Problem to work on:
Tell how many lines in the data hold "fillStyle", giving that figure alone.

Records for the exercise:
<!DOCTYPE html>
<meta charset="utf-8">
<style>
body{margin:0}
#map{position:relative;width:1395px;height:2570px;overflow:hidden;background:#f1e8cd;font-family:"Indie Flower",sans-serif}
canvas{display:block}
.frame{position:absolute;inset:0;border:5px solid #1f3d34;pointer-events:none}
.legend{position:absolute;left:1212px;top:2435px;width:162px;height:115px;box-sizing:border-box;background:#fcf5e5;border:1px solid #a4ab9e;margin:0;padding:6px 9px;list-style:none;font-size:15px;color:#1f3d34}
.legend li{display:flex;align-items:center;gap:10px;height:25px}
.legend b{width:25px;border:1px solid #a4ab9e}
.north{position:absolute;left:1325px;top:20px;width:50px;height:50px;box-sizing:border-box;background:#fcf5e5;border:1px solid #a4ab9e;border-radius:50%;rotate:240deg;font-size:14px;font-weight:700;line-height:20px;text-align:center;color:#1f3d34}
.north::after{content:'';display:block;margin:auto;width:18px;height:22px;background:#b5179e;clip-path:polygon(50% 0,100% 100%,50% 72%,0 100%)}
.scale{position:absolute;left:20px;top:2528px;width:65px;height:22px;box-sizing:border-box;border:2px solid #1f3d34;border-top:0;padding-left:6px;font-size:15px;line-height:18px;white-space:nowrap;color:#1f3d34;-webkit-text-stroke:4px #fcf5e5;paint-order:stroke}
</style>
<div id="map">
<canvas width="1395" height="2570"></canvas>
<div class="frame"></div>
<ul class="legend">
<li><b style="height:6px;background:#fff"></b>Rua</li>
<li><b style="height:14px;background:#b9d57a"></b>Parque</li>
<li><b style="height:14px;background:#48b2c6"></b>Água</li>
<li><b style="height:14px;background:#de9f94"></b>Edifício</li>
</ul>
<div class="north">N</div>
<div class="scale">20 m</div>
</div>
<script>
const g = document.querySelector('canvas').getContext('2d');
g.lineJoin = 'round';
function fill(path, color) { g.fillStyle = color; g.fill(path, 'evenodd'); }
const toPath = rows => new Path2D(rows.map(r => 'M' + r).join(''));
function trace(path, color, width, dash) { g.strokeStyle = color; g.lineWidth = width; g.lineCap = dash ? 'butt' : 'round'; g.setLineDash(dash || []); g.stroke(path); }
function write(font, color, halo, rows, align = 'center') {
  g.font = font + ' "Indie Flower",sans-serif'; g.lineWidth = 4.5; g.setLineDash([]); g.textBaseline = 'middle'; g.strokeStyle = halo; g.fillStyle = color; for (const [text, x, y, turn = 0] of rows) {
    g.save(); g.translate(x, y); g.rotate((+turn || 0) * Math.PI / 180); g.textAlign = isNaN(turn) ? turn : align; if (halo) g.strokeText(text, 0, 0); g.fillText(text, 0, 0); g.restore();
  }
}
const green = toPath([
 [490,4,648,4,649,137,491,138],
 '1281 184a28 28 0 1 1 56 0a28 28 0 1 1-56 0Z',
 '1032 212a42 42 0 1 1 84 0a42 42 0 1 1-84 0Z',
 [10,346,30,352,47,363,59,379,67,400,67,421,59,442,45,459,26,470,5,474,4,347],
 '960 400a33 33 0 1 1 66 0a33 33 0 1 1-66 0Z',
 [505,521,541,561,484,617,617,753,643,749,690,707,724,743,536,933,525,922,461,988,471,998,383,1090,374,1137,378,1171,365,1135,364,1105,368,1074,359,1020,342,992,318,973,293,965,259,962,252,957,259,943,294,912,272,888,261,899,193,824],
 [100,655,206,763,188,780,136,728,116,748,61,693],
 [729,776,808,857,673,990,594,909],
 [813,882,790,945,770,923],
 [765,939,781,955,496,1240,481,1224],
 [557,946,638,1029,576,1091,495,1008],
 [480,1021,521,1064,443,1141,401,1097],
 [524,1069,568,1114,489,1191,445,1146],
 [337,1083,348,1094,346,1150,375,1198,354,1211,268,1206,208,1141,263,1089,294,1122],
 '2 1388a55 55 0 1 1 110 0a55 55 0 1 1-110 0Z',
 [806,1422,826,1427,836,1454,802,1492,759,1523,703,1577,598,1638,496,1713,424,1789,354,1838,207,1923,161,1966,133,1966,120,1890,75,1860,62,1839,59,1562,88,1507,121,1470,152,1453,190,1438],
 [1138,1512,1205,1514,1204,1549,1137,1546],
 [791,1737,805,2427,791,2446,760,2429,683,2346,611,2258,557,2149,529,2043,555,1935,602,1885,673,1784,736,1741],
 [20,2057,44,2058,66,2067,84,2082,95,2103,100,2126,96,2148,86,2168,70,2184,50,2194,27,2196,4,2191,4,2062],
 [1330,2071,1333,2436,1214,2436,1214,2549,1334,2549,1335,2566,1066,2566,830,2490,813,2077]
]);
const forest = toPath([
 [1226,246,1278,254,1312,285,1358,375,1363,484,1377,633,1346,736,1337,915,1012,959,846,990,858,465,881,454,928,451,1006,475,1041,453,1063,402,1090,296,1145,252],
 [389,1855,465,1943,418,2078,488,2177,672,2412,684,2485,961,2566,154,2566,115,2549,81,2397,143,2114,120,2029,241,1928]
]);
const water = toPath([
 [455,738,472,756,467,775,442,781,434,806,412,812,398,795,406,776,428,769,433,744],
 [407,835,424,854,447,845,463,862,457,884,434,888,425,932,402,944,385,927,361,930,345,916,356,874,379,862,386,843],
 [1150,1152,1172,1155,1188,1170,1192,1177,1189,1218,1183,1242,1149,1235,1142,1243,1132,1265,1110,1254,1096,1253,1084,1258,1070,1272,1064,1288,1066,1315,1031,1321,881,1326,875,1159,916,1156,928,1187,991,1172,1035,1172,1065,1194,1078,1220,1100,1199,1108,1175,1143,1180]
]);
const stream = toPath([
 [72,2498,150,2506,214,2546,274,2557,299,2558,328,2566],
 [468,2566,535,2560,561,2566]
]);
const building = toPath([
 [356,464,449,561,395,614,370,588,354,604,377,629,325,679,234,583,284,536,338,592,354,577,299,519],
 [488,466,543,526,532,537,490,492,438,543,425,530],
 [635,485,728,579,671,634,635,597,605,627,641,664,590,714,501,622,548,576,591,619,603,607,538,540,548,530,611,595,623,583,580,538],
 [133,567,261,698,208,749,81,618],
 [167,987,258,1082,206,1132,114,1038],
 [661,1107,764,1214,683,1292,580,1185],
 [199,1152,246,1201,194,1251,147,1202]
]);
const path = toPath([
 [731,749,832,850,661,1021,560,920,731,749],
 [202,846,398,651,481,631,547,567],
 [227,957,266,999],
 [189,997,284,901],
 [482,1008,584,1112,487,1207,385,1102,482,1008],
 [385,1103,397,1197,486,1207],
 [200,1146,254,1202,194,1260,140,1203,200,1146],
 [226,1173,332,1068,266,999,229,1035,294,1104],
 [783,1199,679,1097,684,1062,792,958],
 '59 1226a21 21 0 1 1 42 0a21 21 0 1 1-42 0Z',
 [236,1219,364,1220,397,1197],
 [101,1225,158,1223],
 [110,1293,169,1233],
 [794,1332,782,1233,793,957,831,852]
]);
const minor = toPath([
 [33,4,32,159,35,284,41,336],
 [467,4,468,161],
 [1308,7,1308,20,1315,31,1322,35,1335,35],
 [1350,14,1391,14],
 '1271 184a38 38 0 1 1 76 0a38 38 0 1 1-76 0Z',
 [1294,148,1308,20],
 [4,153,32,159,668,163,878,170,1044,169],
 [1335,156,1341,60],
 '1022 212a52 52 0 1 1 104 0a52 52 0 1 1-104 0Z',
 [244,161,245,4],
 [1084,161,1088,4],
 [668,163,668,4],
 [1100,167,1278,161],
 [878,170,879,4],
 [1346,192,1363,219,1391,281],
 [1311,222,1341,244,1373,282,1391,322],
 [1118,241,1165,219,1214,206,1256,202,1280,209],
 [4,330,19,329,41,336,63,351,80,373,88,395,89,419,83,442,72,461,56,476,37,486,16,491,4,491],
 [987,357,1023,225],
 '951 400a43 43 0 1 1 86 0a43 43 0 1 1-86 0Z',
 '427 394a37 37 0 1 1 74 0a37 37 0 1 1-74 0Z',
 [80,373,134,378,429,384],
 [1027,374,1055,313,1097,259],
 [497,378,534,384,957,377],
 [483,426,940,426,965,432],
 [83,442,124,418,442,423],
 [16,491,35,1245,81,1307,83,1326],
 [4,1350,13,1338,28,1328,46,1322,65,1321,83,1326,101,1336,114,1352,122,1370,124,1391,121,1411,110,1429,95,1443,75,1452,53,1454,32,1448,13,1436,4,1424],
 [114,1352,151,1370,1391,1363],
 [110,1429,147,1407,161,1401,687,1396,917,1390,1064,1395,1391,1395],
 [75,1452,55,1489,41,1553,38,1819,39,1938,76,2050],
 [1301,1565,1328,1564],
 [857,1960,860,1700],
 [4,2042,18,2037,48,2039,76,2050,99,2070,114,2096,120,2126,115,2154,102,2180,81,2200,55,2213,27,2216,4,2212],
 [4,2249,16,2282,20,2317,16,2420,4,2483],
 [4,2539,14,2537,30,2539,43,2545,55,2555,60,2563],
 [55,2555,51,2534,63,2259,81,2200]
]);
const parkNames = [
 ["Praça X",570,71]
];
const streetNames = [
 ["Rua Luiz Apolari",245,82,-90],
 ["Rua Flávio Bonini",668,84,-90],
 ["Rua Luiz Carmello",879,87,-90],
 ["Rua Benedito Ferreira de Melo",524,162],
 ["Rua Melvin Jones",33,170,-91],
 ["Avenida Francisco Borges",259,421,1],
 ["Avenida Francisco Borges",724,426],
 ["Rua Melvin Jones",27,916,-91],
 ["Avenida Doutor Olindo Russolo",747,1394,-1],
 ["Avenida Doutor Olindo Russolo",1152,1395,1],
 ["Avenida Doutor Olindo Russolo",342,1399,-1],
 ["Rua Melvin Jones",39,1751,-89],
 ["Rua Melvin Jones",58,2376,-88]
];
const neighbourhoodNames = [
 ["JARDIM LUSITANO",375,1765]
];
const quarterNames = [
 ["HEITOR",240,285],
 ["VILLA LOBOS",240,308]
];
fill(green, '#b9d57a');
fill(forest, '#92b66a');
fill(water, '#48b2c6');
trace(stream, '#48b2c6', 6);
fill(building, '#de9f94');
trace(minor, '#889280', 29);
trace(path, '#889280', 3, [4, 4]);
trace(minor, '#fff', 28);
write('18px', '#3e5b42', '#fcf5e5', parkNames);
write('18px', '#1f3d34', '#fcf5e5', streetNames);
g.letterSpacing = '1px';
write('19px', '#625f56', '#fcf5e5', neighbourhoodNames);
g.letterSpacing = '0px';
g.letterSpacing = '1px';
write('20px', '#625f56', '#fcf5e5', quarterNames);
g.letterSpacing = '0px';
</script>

Answer to this problem:
2